The moral of the story? First of all, that NARAL and their ilk are badly out of step with the sensibilities of the nation. These people are very powerful, very well-funded and very loud. They really did give the impression that a pro-life position would be the kiss of death to any politician. But they were obviously very, very wrong. Thanks to them, no voter was unaware of their candidates’ position on abortion. And yet pro-lifers won overwhelming victories.

And second, we have seen the power we Christians still hold in this country, if we choose to exercise it. I saw churches mobilize in ways I’ve never seen before, urging their congregations to vote their Christian consciences. Here in the Archdiocese of Denver, a letter from the Archbishop and auxiliary bishop was read at every Mass the Sunday before the election, urging Catholics to vote pro-life. It made a difference.

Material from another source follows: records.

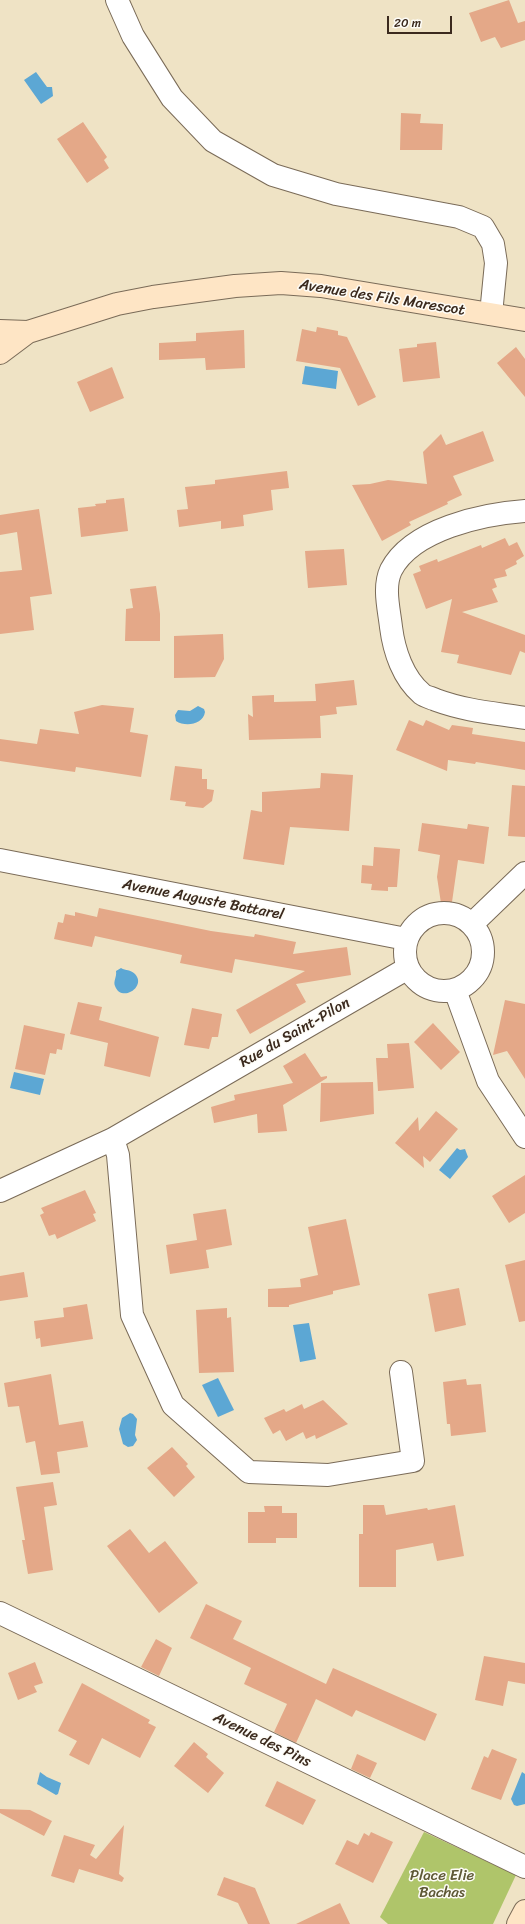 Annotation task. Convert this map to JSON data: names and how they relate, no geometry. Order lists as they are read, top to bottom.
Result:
{
  "streets": {
    "street": [
      "Avenue des Fils Marescot",
      "Avenue Auguste Battarel",
      "Rue du Saint-Pilon",
      "Avenue des Pins"
    ]
  },
  "crossings": [
    ["Avenue Auguste Battarel", "Rue du Saint-Pilon"]
  ],
  "parks": ["Place Elie Bachas"],
  "scale_bar": "20 m"
} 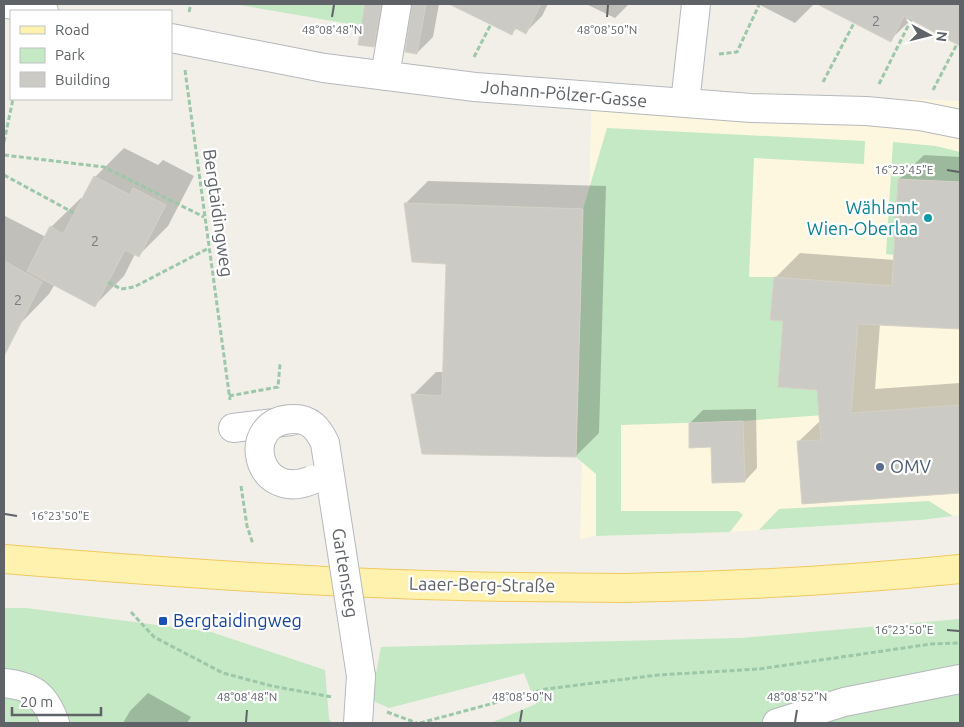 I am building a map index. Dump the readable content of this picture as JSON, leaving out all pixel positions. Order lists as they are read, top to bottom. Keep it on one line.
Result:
{"streets":{"main road":["Laaer-Berg-Straße"],"street":["Johann-Pölzer-Gasse","Gartensteg"],"path":["Bergtaidingweg"]},"crossings":[["Bergtaidingweg","Gartensteg"]],"places":{"other":["Wählamt Wien-Oberlaa","OMV"],"transit":["Bergtaidingweg"]},"house_numbers":["2","2","2"],"legend":["Road","Park","Building"],"scale_bar":"20 m","north":"right","coordinates":["48°08'48\"N","48°08'50\"N","16°23'45\"E","16°23'50\"E","48°08'52\"N"]}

Third and finally, we have seen the power of prayer. So much of the information I saw in the weeks before the election included urgent pleas to Christians to pray for the elections. I believe those prayers were heard. 

God cares about the future of this country. As Benjamin Franklin once said, "...God governs in the affairs of men. And if a sparrow cannot fall to the ground without His notice, is it probable that an empire can rise without His aid?" We absolutely need to keep invoking His aid -- regularly and fervently.

God is not a Republican. He is not a Democrat.

But He is definitely pro-life.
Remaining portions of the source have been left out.